On Oct 18, 2007, at 19:23, Vincent Hennebert wrote:
<snip />
OTOH, the above is semantically equivalent to (I think we had already
established that there should not be a double page-break here)
<fo:block break-before="page">
<fo:block>
<fo:block>
If the LMs would be guaranteed to receive the 'normalized' form, the
break-condition can be tested for internally by the outer LM
itself. No
need to look forward or back... The first descendants wouldn't
even need
to check for breaks anymore.
I think I see your point.
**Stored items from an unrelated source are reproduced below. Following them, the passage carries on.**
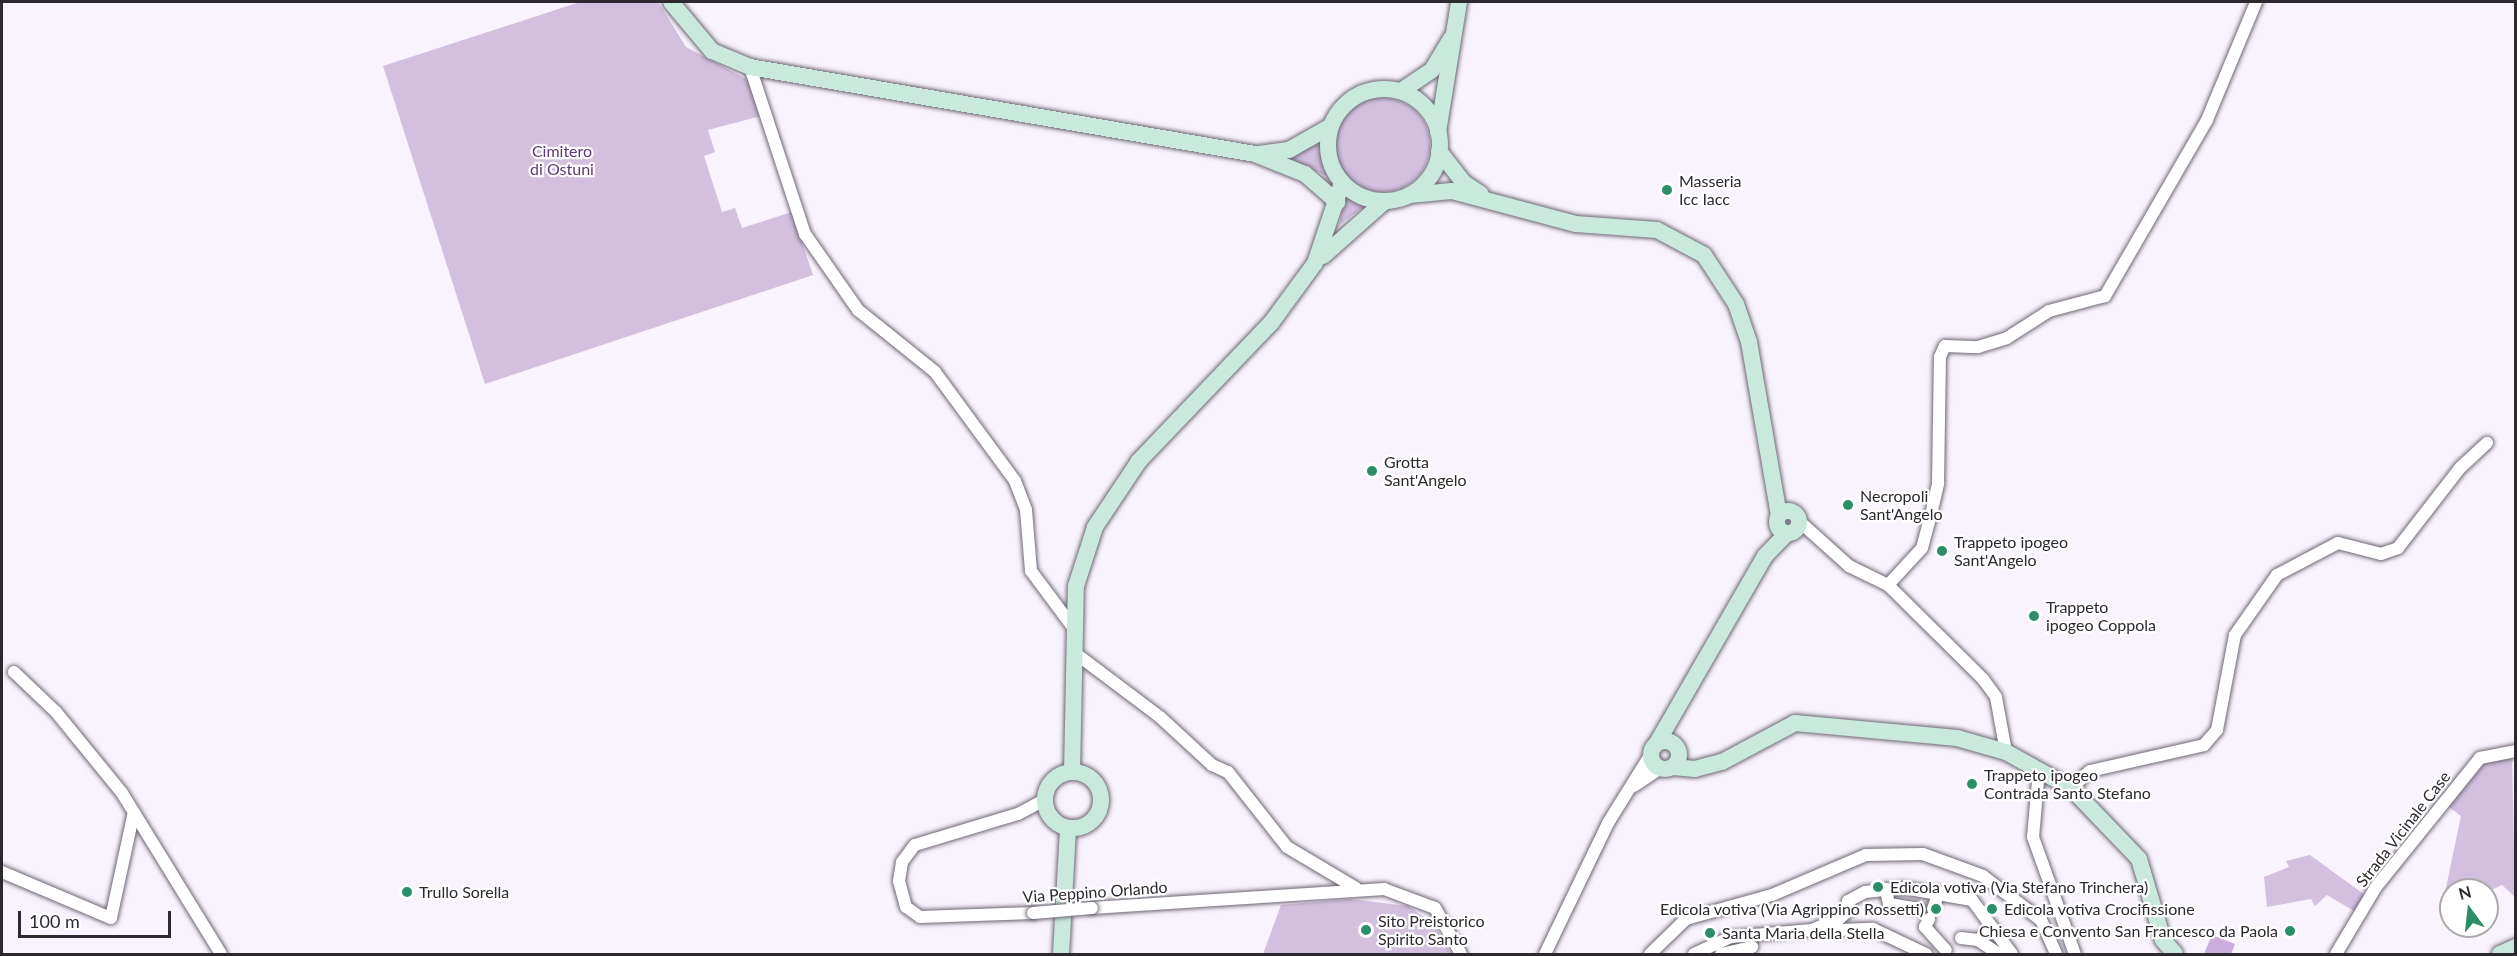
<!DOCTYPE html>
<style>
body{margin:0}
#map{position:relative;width:2517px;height:956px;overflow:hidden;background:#f9f3fd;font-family:Lato,sans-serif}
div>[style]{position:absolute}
.green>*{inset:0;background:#d3c0df}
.round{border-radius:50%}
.water>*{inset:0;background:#caacde}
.roads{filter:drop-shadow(0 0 2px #6f6775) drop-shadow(0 0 2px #6f6775)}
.street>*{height:12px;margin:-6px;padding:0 6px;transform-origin:6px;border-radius:6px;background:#fff}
.secondary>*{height:16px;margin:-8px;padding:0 8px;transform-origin:8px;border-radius:8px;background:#c8e9dc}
.secondary>.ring{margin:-8px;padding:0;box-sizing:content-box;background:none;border:16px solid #c8e9dc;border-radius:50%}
.bridges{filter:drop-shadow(0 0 2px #6f6775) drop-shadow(0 0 2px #6f6775)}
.street-bridge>*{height:12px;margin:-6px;padding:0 6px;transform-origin:6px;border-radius:6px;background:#fff}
.dots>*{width:16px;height:16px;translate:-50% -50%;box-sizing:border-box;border:3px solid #fff;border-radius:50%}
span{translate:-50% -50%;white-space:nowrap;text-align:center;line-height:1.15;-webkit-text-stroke:4.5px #fff;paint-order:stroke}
.park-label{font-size:16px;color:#5f3875}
.poi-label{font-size:16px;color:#2c292f}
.left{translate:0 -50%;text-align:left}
.right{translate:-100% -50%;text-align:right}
.street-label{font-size:16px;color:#2c292f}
.frame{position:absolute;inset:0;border:3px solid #2c292f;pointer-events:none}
.north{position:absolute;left:2439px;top:878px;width:60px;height:60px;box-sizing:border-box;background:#fff;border:2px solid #aba9ac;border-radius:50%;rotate:345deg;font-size:16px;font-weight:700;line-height:24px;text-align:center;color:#2c292f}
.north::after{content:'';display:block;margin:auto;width:21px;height:27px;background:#2a8e69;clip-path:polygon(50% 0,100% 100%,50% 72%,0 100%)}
.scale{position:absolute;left:18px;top:911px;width:153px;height:27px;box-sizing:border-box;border:3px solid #2c292f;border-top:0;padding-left:8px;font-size:18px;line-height:21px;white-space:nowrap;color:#2c292f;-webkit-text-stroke:4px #fff;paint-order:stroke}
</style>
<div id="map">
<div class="green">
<i style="clip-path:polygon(580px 2px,658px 2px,686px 47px,750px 81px,761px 116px,708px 130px,715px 152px,704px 156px,722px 212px,735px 208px,742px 228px,792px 212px,813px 275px,485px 384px,383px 66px)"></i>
<i class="round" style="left:1336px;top:98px;width:94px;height:94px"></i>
<i style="clip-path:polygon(1321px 139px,1327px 176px,1283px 157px)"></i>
<i style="clip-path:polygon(1353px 195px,1369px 203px,1339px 225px,1345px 198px)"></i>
<i style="clip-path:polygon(2512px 753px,2515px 897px,2502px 885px,2487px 892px,2451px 890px,2451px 910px,2440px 916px,2461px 816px,2446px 805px,2487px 758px)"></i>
<i style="clip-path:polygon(2310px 855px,2365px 895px,2354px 911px,2327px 895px,2315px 906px,2311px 899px,2267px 907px,2264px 877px,2289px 867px,2286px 861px)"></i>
<i style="clip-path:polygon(1350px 899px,1408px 906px,1434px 924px,1451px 954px,1263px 954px,1281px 905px)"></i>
</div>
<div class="water">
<i style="clip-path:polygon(2212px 935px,2235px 944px,2231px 954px,2204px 954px)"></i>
</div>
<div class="roads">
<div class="street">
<i style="left:750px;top:67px;width:176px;rotate:71.8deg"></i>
<i style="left:805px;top:234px;width:93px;rotate:55.1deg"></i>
<i style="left:858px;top:310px;width:99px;rotate:38.8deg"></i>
<i style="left:935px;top:372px;width:135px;rotate:53.7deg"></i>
<i style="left:1015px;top:481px;width:31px;rotate:69deg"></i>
<i style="left:1026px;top:510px;width:61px;rotate:85.3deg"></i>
<i style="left:1031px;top:571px;width:74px;rotate:53.3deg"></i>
<i style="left:1799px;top:521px;width:67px;rotate:42deg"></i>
<i style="left:1849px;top:566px;width:43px;rotate:26deg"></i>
<i style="left:1888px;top:585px;width:134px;rotate:44.7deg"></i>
<i style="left:1983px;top:679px;width:22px;rotate:54deg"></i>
<i style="left:1996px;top:697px;width:56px;rotate:79.7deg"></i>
<i style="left:1888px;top:585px;width:50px;rotate:-47.4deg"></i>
<i style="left:1922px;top:548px;width:30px;rotate:-75deg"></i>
<i style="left:1930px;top:519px;width:37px;rotate:-77deg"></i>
<i style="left:1938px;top:483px;width:126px;rotate:-89.1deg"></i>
<i style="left:1940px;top:357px;width:12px;rotate:-66deg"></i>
<i style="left:1945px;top:346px;width:33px;rotate:2deg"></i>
<i style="left:1978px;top:347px;width:30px;rotate:-17deg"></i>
<i style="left:2007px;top:338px;width:50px;rotate:-32.7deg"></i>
<i style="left:2049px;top:311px;width:58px;rotate:-15deg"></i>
<i style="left:2105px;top:296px;width:203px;rotate:-59.9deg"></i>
<i style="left:2207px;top:120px;width:128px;rotate:-67.4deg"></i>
<i style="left:1075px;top:653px;width:106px;rotate:37deg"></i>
<i style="left:1160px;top:717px;width:71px;rotate:42.7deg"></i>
<i style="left:1212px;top:765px;width:17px;rotate:24deg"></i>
<i style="left:1228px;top:772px;width:95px;rotate:51.8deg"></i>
<i style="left:1287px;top:847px;width:80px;rotate:30.7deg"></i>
<i style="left:14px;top:672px;width:58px;rotate:43.6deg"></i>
<i style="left:56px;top:712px;width:104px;rotate:50.8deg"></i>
<i style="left:122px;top:793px;width:189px;rotate:58.4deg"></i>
<i style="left:2039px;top:770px;width:67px;rotate:95.1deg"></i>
<i style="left:2033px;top:837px;width:124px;rotate:70.3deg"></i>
<i style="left:1634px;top:786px;width:32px;rotate:-34deg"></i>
<i style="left:2071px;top:788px;width:25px;rotate:-42deg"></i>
<i style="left:2090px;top:771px;width:117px;rotate:-12.8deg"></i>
<i style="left:2204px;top:745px;width:20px;rotate:-49deg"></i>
<i style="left:2217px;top:730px;width:97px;rotate:-79.3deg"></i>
<i style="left:2235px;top:635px;width:73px;rotate:-55deg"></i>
<i style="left:2277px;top:575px;width:69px;rotate:-27.7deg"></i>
<i style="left:2338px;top:543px;width:44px;rotate:14.3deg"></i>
<i style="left:2381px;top:554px;width:18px;rotate:-19deg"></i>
<i style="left:2398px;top:548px;width:101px;rotate:-52.2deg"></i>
<i style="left:2460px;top:468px;width:37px;rotate:-43deg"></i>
<i style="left:2px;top:872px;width:118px;rotate:22.9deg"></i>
<i style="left:111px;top:918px;width:108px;rotate:-77.8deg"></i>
<i style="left:1886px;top:889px;width:15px;rotate:79deg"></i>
<i style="left:1889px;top:904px;width:31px;rotate:9deg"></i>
<i style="left:1092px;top:908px;width:293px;rotate:-3.7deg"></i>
<i style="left:1384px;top:889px;width:54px;rotate:20.4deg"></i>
<i style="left:1435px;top:908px;width:53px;rotate:60.5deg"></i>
<i style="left:1933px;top:909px;width:18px;rotate:-71deg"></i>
<i style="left:1033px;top:913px;width:113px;rotate:178deg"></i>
<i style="left:920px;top:917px;width:17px;rotate:-144deg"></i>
<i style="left:906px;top:907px;width:27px;rotate:-105deg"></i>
<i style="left:899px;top:881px;width:19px;rotate:-81deg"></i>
<i style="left:902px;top:862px;width:21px;rotate:-53deg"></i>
<i style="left:915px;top:845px;width:108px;rotate:-16.8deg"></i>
<i style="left:1018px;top:814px;width:30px;rotate:-28deg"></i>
<i style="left:1929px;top:919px;width:9px;rotate:117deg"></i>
<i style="left:1925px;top:927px;width:31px;rotate:48deg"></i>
<i style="left:1838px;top:930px;width:35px;rotate:-2deg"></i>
<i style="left:1873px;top:929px;width:59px;rotate:25.3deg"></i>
<i style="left:1961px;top:938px;width:17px;rotate:7deg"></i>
<i style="left:1978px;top:940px;width:19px;rotate:-35deg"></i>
<i style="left:1978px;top:940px;width:25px;rotate:34deg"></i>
<i style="left:1545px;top:954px;width:145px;rotate:-64.3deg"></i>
<i style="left:1608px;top:823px;width:81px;rotate:-58.1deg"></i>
<i style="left:1650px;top:954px;width:50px;rotate:-44.2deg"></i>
<i style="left:1686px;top:919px;width:89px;rotate:-15.6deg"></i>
<i style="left:1772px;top:895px;width:102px;rotate:-23.1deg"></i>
<i style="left:1866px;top:855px;width:57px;rotate:-1deg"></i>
<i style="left:1923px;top:854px;width:64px;rotate:20.1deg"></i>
<i style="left:1983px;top:876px;width:73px;rotate:37.2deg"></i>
<i style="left:2041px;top:920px;width:37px;rotate:66deg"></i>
<i style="left:1694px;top:954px;width:41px;rotate:-24.7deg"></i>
<i style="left:1731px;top:937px;width:81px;rotate:-4.9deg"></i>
<i style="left:1812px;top:930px;width:30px;rotate:-23deg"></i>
<i style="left:1840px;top:918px;width:12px;rotate:-42deg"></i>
<i style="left:1849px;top:910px;width:9px;rotate:-96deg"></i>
<i style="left:1848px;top:901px;width:19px;rotate:-28deg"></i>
<i style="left:1865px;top:892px;width:39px;rotate:-6deg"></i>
<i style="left:1904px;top:888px;width:69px;rotate:10deg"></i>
<i style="left:1972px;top:900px;width:67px;rotate:53.5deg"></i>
<i style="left:1721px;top:954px;width:32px;rotate:-13deg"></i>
<i style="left:2336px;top:954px;width:78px;rotate:-59.2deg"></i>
<i style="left:2376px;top:887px;width:166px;rotate:-51.1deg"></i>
<i style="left:2480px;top:758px;width:37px;rotate:-11deg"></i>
</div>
<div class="secondary">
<i style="left:671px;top:2px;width:64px;rotate:50.1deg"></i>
<i style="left:712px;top:51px;width:41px;rotate:22.8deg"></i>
<i style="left:750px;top:67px;width:512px;rotate:9.77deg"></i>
<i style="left:1255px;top:154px;width:54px;rotate:21.8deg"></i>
<i style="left:1305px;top:174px;width:43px;rotate:41.2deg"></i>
<i class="ring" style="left:1328px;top:89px;width:96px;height:96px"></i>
<i style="left:1401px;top:91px;width:37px;rotate:-34deg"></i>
<i style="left:1432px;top:70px;width:37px;rotate:-59deg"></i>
<i style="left:1438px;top:132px;width:132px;rotate:-80.8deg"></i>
<i style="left:1439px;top:151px;width:41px;rotate:52deg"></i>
<i style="left:1464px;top:183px;width:20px;rotate:33deg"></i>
<i style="left:1259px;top:154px;width:30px;rotate:-8deg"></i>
<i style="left:1289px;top:150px;width:48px;rotate:-29.7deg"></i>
<i style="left:1409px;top:195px;width:43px;rotate:-5.3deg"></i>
<i style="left:1452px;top:191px;width:128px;rotate:14.9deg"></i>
<i style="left:1576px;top:224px;width:81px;rotate:4.2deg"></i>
<i style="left:1657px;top:230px;width:53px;rotate:28deg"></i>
<i style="left:1704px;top:255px;width:59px;rotate:56.9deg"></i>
<i style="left:1736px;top:304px;width:40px;rotate:71.1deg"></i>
<i style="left:1749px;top:342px;width:176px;rotate:80.2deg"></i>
<i style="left:1323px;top:256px;width:83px;rotate:-41.6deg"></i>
<i class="ring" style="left:1777px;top:511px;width:6px;height:6px"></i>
<i class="ring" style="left:1651px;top:741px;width:12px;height:12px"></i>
<i style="left:1657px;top:743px;width:216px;rotate:-60deg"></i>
<i style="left:1765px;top:556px;width:30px;rotate:-46deg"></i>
<i style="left:1673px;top:767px;width:22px;rotate:5deg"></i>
<i style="left:1695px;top:769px;width:28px;rotate:-15deg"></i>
<i style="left:1722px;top:762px;width:83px;rotate:-28.1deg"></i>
<i style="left:1795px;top:723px;width:163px;rotate:5.3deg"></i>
<i style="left:1957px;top:738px;width:51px;rotate:15.9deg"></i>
<i style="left:2006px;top:752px;width:74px;rotate:29deg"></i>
<i style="left:2071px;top:788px;width:98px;rotate:46.2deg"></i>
<i style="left:2139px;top:859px;width:84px;rotate:73.5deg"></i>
<i style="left:2163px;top:940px;width:18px;rotate:49deg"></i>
<i class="ring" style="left:1045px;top:772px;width:40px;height:40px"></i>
<i style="left:1072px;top:772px;width:186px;rotate:-88.8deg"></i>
<i style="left:1076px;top:586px;width:62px;rotate:-72.1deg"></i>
<i style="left:1095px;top:527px;width:79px;rotate:-56.3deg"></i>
<i style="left:1139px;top:461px;width:191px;rotate:-46.3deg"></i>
<i style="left:1271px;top:323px;width:74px;rotate:-53.7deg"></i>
<i style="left:1315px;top:263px;width:84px;rotate:-71.4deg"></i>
<i style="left:1061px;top:954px;width:125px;rotate:-86.8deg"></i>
<i style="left:2500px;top:954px;width:17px;rotate:-24deg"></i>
</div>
</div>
<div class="bridges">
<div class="street-bridge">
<i style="left:1033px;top:913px;width:59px;rotate:-4.8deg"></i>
</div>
</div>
<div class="dots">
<i style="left:1667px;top:190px;background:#2a8e69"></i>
<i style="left:1372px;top:471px;background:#2a8e69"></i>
<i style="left:1848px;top:505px;background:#2a8e69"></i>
<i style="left:1942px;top:551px;background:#2a8e69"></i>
<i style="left:2034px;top:616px;background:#2a8e69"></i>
<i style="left:1972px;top:784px;background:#2a8e69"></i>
<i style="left:1878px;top:887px;background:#2a8e69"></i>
<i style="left:407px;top:892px;background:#2a8e69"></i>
<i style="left:1936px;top:909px;background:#2a8e69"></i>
<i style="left:1992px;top:909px;background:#2a8e69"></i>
<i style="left:1366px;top:930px;background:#2a8e69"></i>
<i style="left:2290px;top:931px;background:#2a8e69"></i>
<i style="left:1710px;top:933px;background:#2a8e69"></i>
</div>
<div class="park-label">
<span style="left:562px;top:160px">Cimitero<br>di Ostuni</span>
</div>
<div class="poi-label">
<span class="left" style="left:1679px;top:190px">Masseria<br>Icc Iacc</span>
<span class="left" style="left:1384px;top:471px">Grotta<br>Sant'Angelo</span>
<span class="left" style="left:1860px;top:505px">Necropoli<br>Sant'Angelo</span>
<span class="left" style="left:1954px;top:551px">Trappeto ipogeo<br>Sant'Angelo</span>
<span class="left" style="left:2046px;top:616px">Trappeto<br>ipogeo Coppola</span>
<span class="left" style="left:1984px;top:784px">Trappeto ipogeo<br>Contrada Santo Stefano</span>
<span class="left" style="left:1890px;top:887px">Edicola votiva (Via Stefano Trinchera)</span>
<span class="left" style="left:419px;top:892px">Trullo Sorella</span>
<span class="right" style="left:1924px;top:909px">Edicola votiva (Via Agrippino Rossetti)</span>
<span class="left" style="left:2004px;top:909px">Edicola votiva Crocifissione</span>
<span class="left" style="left:1378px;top:930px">Sito Preistorico<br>Spirito Santo</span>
<span class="right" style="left:2278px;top:931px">Chiesa e Convento San Francesco da Paola</span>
<span class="left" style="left:1722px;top:933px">Santa Maria della Stella</span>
</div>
<div class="street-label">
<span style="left:2403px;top:829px;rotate:-52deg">Strada Vicinale Case</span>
<span style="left:1095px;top:892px;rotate:-4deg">Via Peppino Orlando</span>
</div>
<div class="frame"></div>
<div class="north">N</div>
<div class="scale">100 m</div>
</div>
Basically you’re proposing a push method
(a LM
notifies its parent LM that it has a break-before) while mine is a
pull
method (a LM asks its children LMs if they have break-before).
Yep, although it would not be the LM but rather the FO that pushes
the break-before upwards to its parent if it is also the first child.
The LMs would largely continue to work as they do now, except that
under a certain set of conditions, they don't need to check the
outside anymore: only take into account the forced break on its own
FO. If there is none, then no need to recursively check for first
descendants having forced breaks.
Currently (sorry if it becomes boring to stress this) the
construction of the layout-tree starts only when the end-of-page-
sequence event occurs. I still see room for changing this in the
future, and so I need to consider the effects on the layout-algorithm
as well: the algorithm will, for instance, no longer be able to rely
on *all* childLMs being available the first time it enters the
loop... The last childLM in an iteration might turn out to be not-the-
last-one-after-all. For many following FONodes, the LMs do not exist
yet at that point. Not in my head, at least. ;-)
You’re
more at the FO tree building stage, I’m more at the layout stage. In
terms of efficiency I think both methods are equivalent as the same
amount of method calls will be performed in either way.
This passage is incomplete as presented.